DATA PROVIDED Start Marker

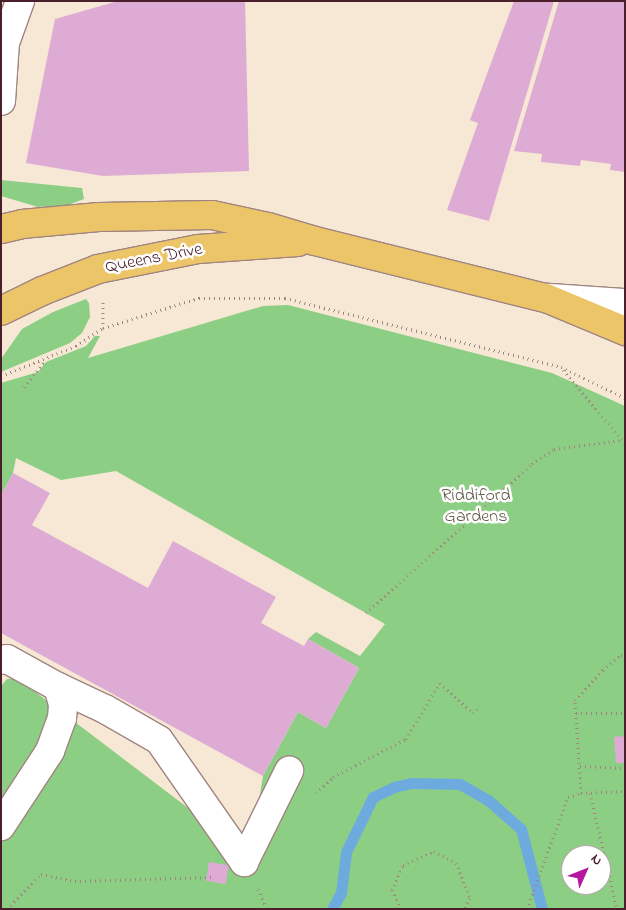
<!DOCTYPE html>
<style>
body{margin:0}
#map{position:relative;width:626px;height:910px;overflow:hidden;background:#f6e8d4;font-family:"Indie Flower",sans-serif}
div>[style]{position:absolute}
[style*='--x']{left:calc(var(--x)*1px);top:calc(var(--y)*1px);width:calc(var(--w)*1px);rotate:calc(var(--a)*1deg)}
.green>*{inset:0;background:#8dce85}
.stream>*{height:11px;margin:-5.5px;padding:0 5.5px;transform-origin:5.5px;border-radius:5.5px;background:#6dabdf}
.building>*{inset:0;background:#deabd4;transform-origin:0 0}
.path>*{height:3px;margin-top:-1.5px;transform-origin:0;background:repeating-linear-gradient(90deg,#a08480 0 1px,transparent 0 5px)}
.roads{filter:drop-shadow(1px 0 #a08480) drop-shadow(-1px 0 #a08480) drop-shadow(0 1px #a08480) drop-shadow(0 -1px #a08480)}
.minor>*{height:28px;margin:-14px;padding:0 14px;transform-origin:14px;border-radius:14px;background:#fff}
.major>*{height:28px;margin:-14px;padding:0 14px;transform-origin:14px;border-radius:14px;background:#edc569}
span{translate:-50% -50%;white-space:nowrap;text-align:center;line-height:1.15;-webkit-text-stroke:5px #fff;paint-order:stroke}
.street-label{font-size:18px;color:#4a1f2b}
.park-label{font-size:18px;color:#615c4a}
.frame{position:absolute;inset:0;border:2px solid #4a1f2b;pointer-events:none}
.north{position:absolute;left:561px;top:845px;width:50px;height:50px;box-sizing:border-box;background:#fff;border:1px solid #b7a5aa;border-radius:50%;rotate:46deg;font-size:14px;font-weight:700;line-height:20px;text-align:center;color:#4a1f2b}
.north::after{content:'';display:block;margin:auto;width:18px;height:22px;background:#b5179e;clip-path:polygon(50% 0,100% 100%,50% 72%,0 100%)}
</style>
<div id="map">
<div class="green">
<div style="clip-path:polygon(1px 180px,82px 188px,84px 199px,68px 205px,38px 207px,1px 196px)"></div>
<div style="clip-path:polygon(86px 299px,89px 303px,90px 317px,82px 333px,70px 343px,1px 372px,1px 359px,22px 329px,53px 312px)"></div>
<div style="clip-path:polygon(evenodd,288px 305px,552px 373px,625px 406px,625px 909px,1px 909px,1px 686px,7px 679px,17px 678px,250px 855px,263px 776px,298px 712px,326px 728px,359px 668px,308px 639px,316px 632px,360px 656px,385px 624px,116px 471px,61px 480px,16px 458px,13px 473px,1px 495px,1px 383px,38px 372px,46px 362px,86px 346px,95px 336px,100px 336px,88px 358px,263px 306px,288px 305px,571px 855px,601px 855px,601px 885px,571px 885px,571px 855px)"></div>
</div>
<div class="stream">
<div style="--x:332;--y:909;--w:18;--a:-61"></div>
<div style="--x:341;--y:893;--w:41;--a:-83"></div>
<div style="--x:346;--y:852;--w:61;--a:-63.9"></div>
<div style="--x:373;--y:797;--w:23;--a:-25"></div>
<div style="--x:394;--y:787;--w:18;--a:-13"></div>
<div style="--x:412;--y:783;--w:48;--a:1.2"></div>
<div style="--x:460;--y:784;--w:32;--a:30"></div>
<div style="--x:488;--y:800;--w:44;--a:41.3"></div>
<div style="--x:521;--y:829;--w:83;--a:75.3"></div>
</div>
<div class="building">
<div style="clip-path:polygon(118px 1px,245px 1px,249px 171px,103px 176px,26px 163px,55px 19px)"></div>
<div style="clip-path:polygon(514px 1px,554px 1px,489px 221px,447px 210px,478px 123px,470px 120px)"></div>
<div style="clip-path:polygon(559px 1px,625px 1px,625px 172px,610px 170px,611px 164px,581px 160px,580px 166px,541px 162px,542px 154px,514px 151px)"></div>
<div style="clip-path:polygon(13px 473px,50px 493px,32px 525px,148px 588px,173px 541px,276px 597px,261px 623px,304px 646px,308px 639px,359px 668px,326px 728px,298px 712px,263px 776px,1px 633px,1px 495px)"></div>
<div style="clip-path:polygon(625px 736px,625px 763px,616px 763px,614px 737px)"></div>
<div style="left:209px;top:862px;width:20px;height:19px;rotate:9deg"></div>
</div>
<div class="path">
<div style="--x:103;--y:328;--w:26;--a:-90"></div>
<div style="--x:563;--y:370;--w:96;--a:49.7"></div>
<div style="--x:1;--y:376;--w:81;--a:-21.8"></div>
<div style="--x:76;--y:346;--w:32;--a:-34"></div>
<div style="--x:103;--y:328;--w:101;--a:-17.4"></div>
<div style="--x:199;--y:298;--w:86;--a:0"></div>
<div style="--x:285;--y:298;--w:284;--a:14"></div>
<div style="--x:561;--y:367;--w:71;--a:25.8"></div>
<div style="--x:24;--y:387;--w:34;--a:-52"></div>
<div style="--x:366;--y:613;--w:223;--a:-41.9"></div>
<div style="--x:532;--y:464;--w:27;--a:-34"></div>
<div style="--x:554;--y:449;--w:68;--a:-7.7"></div>
<div style="--x:576;--y:713;--w:49;--a:0"></div>
<div style="--x:580;--y:766;--w:45;--a:2.5"></div>
<div style="--x:316;--y:793;--w:23;--a:-43"></div>
<div style="--x:333;--y:777;--w:82;--a:-27.5"></div>
<div style="--x:406;--y:739;--w:66;--a:-58.7"></div>
<div style="--x:440;--y:683;--w:45;--a:42.3"></div>
<div style="--x:473;--y:713;--w:10;--a:-45"></div>
<div style="--x:581;--y:793;--w:93;--a:-93.7"></div>
<div style="--x:575;--y:700;--w:41;--a:-47"></div>
<div style="--x:603;--y:670;--w:23;--a:-40"></div>
<div style="--x:621;--y:655;--w:4;--a:0"></div>
<div style="--x:590;--y:793;--w:119;--a:76.9"></div>
<div style="--x:258;--y:889;--w:22;--a:66"></div>
<div style="--x:7;--y:909;--w:49;--a:-45.8"></div>
<div style="--x:41;--y:874;--w:35;--a:12"></div>
<div style="--x:75;--y:881;--w:139;--a:-1.6"></div>
<div style="--x:401;--y:909;--w:21;--a:-115"></div>
<div style="--x:392;--y:890;--w:27;--a:-66"></div>
<div style="--x:403;--y:865;--w:34;--a:-24"></div>
<div style="--x:434;--y:851;--w:25;--a:29"></div>
<div style="--x:456;--y:863;--w:38;--a:68"></div>
<div style="--x:470;--y:898;--w:13;--a:119"></div>
<div style="--x:527;--y:909;--w:119;--a:-69.9"></div>
<div style="--x:568;--y:797;--w:14;--a:-17"></div>
<div style="--x:581;--y:793;--w:44;--a:-2.6"></div>
</div>
<div class="roads">
<div class="minor">
<div style="--x:1;--y:101;--w:58;--a:-86.1"></div>
<div style="--x:5;--y:43;--w:45;--a:-70.3"></div>
<div style="--x:550;--y:298;--w:75;--a:3.8"></div>
<div style="--x:1;--y:660;--w:6;--a:-9"></div>
<div style="--x:7;--y:659;--w:58;--a:28.8"></div>
<div style="--x:58;--y:687;--w:19;--a:74"></div>
<div style="--x:63;--y:705;--w:13;--a:94"></div>
<div style="--x:62;--y:718;--w:35;--a:110"></div>
<div style="--x:50;--y:751;--w:90;--a:123.2"></div>
<div style="--x:58;--y:687;--w:52;--a:25.1"></div>
<div style="--x:105;--y:709;--w:62;--a:29.9"></div>
<div style="--x:159;--y:740;--w:149;--a:55.1"></div>
<div style="--x:244;--y:862;--w:102;--a:-63.7"></div>
</div>
<div class="major">
<div style="--x:1;--y:229;--w:22;--a:-13"></div>
<div style="--x:22;--y:224;--w:77;--a:-5.2"></div>
<div style="--x:99;--y:217;--w:113;--a:-1"></div>
<div style="--x:212;--y:215;--w:57;--a:12.1"></div>
<div style="--x:268;--y:227;--w:49;--a:16.6"></div>
<div style="--x:315;--y:241;--w:238;--a:13.9"></div>
<div style="--x:546;--y:298;--w:86;--a:22.7"></div>
<div style="--x:1;--y:311;--w:46;--a:-26"></div>
<div style="--x:42;--y:291;--w:60;--a:-21.4"></div>
<div style="--x:98;--y:269;--w:102;--a:-11.3"></div>
<div style="--x:198;--y:249;--w:100;--a:-4"></div>
</div>
</div>
<div class="street-label">
<span style="left:154px;top:259px;rotate:-11deg">Queens Drive</span>
</div>
<div class="park-label">
<span style="left:476px;top:507px">Riddiford<br>Gardens</span>
</div>
<div class="frame"></div>
<div class="north">N</div>
</div>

DATA PROVIDED End Marker

- **TASK OBJECTIVE**: Pull every line with the string "size" out of the material.

- **RESPONSE AREA**:
.street-label{font-size:18px;color:#4a1f2b}
.park-label{font-size:18px;color:#615c4a}
.north{position:absolute;left:561px;top:845px;width:50px;height:50px;box-sizing:border-box;background:#fff;border:1px solid #b7a5aa;border-radius:50%;rotate:46deg;font-size:14px;font-weight:700;line-height:20px;text-align:center;color:#4a1f2b}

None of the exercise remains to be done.